By definition, such a model is given by a cadlag function $F$ rising from $0$ to $1$. The probability it assigns to any interval $(a,b]$ is $F(b)-F(a)$. To make the fit, you need to posit a family of possible functions indexed by a (vector) parameter $\theta$, $\{F_\theta\}$. Assuming that the sample summarizes a collection of people chosen randomly and independently from a population described by some specific (but unknown) $F_\theta$, the probability of the sample (or likelihood, $L$) is the product of the individual probabilities. In the example, it would equal

$$L(\theta) = (F_\theta(8) - F_\theta(6))^{51} (F_\theta(10) - F_\theta(8))^{65} \cdots (F_\theta(\infty) - F_\theta(16))^{182}$$

because $51$ of the people have associated probabilities $F_\theta(8) - F_\theta(6)$, $65$ have probabilities $F_\theta(10) - F_\theta(8)$, and so on.

Fitting the model to the data

The Maximum Likelihood estimate of $\theta$ is a value which maximizes $L$ (or, equivalently, the logarithm of $L$).

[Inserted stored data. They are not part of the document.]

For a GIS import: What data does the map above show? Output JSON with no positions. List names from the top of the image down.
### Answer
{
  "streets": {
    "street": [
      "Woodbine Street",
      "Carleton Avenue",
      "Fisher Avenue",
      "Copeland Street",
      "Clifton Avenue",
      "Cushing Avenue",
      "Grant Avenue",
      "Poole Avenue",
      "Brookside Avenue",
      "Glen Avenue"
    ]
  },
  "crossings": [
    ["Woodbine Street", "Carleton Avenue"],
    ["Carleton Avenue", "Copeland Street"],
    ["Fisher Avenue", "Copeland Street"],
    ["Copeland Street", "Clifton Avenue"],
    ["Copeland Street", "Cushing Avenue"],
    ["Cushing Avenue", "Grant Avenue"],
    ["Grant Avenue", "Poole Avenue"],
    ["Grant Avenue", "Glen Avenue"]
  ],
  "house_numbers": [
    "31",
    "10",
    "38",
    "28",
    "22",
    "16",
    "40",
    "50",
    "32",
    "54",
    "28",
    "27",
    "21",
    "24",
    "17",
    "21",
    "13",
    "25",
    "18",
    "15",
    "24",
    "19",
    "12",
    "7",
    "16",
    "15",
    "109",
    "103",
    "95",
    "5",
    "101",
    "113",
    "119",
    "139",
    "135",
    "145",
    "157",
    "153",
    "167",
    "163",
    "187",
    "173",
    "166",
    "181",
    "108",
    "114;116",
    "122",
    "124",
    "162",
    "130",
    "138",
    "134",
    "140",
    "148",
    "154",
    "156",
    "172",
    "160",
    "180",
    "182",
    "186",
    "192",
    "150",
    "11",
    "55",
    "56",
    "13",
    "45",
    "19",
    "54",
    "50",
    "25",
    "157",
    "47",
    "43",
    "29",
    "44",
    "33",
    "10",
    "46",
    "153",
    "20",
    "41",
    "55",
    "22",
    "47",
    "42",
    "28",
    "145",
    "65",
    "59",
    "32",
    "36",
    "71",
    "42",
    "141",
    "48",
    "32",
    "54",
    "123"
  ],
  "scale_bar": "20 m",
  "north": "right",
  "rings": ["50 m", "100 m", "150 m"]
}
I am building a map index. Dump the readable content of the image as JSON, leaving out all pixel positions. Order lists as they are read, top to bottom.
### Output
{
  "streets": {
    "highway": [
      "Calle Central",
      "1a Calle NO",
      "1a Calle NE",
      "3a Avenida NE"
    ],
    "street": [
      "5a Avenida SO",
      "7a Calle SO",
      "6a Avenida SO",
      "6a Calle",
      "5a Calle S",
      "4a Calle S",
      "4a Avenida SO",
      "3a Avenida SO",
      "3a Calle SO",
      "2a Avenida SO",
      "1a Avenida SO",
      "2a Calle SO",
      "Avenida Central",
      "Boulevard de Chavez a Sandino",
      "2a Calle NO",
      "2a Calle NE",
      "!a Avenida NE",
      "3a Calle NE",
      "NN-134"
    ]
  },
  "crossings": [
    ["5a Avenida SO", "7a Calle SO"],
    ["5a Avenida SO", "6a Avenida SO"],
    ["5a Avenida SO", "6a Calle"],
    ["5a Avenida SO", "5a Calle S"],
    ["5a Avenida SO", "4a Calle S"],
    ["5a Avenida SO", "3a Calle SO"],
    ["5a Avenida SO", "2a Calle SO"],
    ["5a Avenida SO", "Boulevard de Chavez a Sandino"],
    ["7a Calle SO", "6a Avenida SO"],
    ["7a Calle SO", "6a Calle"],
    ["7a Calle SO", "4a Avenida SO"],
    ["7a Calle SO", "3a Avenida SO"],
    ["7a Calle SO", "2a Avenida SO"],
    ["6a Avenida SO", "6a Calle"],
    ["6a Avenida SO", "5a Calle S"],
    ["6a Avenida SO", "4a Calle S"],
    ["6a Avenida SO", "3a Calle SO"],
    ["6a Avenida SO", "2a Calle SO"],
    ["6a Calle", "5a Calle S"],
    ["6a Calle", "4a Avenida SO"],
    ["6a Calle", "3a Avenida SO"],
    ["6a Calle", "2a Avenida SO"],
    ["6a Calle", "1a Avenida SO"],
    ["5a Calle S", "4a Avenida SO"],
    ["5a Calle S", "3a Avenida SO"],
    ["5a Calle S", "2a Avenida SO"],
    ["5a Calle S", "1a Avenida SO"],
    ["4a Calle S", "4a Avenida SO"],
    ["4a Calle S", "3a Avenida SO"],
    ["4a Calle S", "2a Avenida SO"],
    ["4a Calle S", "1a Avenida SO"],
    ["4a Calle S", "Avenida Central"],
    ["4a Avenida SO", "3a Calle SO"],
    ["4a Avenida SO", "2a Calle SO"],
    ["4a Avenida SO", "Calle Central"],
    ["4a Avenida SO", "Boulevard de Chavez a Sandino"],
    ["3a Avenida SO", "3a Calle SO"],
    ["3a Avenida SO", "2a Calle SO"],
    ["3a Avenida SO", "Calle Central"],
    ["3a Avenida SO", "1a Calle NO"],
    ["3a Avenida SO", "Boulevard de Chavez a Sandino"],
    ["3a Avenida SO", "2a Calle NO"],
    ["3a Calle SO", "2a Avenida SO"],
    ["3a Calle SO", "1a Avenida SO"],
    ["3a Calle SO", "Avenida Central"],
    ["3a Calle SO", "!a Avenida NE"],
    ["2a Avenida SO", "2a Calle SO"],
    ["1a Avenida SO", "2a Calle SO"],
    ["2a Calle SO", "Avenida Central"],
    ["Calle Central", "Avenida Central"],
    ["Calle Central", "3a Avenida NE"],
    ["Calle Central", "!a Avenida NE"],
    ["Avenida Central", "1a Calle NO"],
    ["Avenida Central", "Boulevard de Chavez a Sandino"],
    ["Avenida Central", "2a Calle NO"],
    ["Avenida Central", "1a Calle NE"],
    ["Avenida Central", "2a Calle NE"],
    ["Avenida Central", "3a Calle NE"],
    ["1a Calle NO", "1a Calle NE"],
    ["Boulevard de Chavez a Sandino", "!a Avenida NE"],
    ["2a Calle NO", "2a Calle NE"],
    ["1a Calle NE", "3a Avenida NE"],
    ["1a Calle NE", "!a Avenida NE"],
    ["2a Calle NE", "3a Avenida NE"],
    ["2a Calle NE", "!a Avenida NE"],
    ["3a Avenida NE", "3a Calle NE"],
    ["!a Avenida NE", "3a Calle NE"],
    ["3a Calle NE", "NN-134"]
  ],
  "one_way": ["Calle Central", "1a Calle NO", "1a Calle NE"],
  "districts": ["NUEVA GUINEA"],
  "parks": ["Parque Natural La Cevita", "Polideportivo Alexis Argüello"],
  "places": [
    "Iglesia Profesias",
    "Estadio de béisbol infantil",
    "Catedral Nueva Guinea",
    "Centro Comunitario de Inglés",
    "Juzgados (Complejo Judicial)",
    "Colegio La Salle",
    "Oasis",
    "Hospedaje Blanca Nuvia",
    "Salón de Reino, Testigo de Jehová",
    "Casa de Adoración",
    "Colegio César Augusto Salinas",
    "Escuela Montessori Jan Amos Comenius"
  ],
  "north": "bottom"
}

Income distributions are often modeled by lognormal distributions (see, for example, http://gdrs.sourceforge.net/docs/PoleStar_TechNote_4.pdf). Writing $\theta = (\mu,\sigma)$, the family of lognormal distributions is

$$F_{(\mu, \sigma)}(x) = \frac{1}{\sqrt{2\pi}}\int_{-\infty}^{(\log(x)-\mu)/\sigma} \exp(-t^2/2) dt.$$

For this family (and many others) it is straightforward to optimize $L$ numerically. For instance, in R we would write a function to compute $\log(L(\theta))$ and then optimize it, because the maximum of $\log(L)$ coincides with the maximum of $L$ itself and (usually) $\log(L)$ is simpler to calculate and numerically more stable to work with:

logL <- function(thresh, pop, mu, sigma) {
  l <- function(x1, x2) ifelse(is.na(x2), 1, pnorm(log(x2), mean=mu, sd=sigma)) 
                        - pnorm(log(x1), mean=mu, sd=sigma)
  logl <- function(n, x1, x2)  n * log(l(x1, x2))
  sum(mapply(logl, pop, thresh, c(thresh[-1], NA)))
}

thresh <- c(6,8,10,12,14,16)
pop <- c(51,65,68,82,78,182)
fit <- optim(c(0,1), function(theta) -logL(thresh, pop, theta[1], theta[2]))

The solution in this example is $\theta = (\mu,\sigma)=(2.620945, 0.379682)$, found in the value fit$par.

Checking model assumptions

We need at least to check how well this conforms to the assumed lognormality, so we write a function to compute $F$:

predict <- function(a, b, mu, sigma, n) {
  n * ( ifelse(is.na(b), 1, pnorm(log(b), mean=mu, sd=sigma)) 
        - pnorm(log(a), mean=mu, sd=sigma) )

It is applied to the data to obtain the fitted or "predicted" bin populations:

pred <- mapply(function(a,b) predict(a,b,fit$par[1], fit$par[2], sum(pop)), 
               thresh, c(thresh[-1], NA))

We can draw histograms of the data and the prediction to compare them visually, shown in the first row of these plots:

Histograms

To compare them, we can compute a chi-squared statistic. This is usually referred to a chi-squared distribution to assess significance:

chisq <- sum((pred-pop)^2 / pred)
df <- length(pop) - 2
pchisq(chisq, df, lower.tail=FALSE)

The "p-value" of $0.0087$ is small enough to make many people feel the fit isn't good. Looking at the plots, the problem evidently focuses in the lowest $6-8$ bin. Perhaps the lower terminus should have been zero? If, in an exploratory fashion, we were to reduce the $6$ to anything less than $3$, we would obtain the fit shown in the bottom row of plots. The chi-squared p-value is now $0.40$, indicating (hypothetically, because we're purely in an exploratory mode now) that this statistic finds no significant difference between the data and the fit.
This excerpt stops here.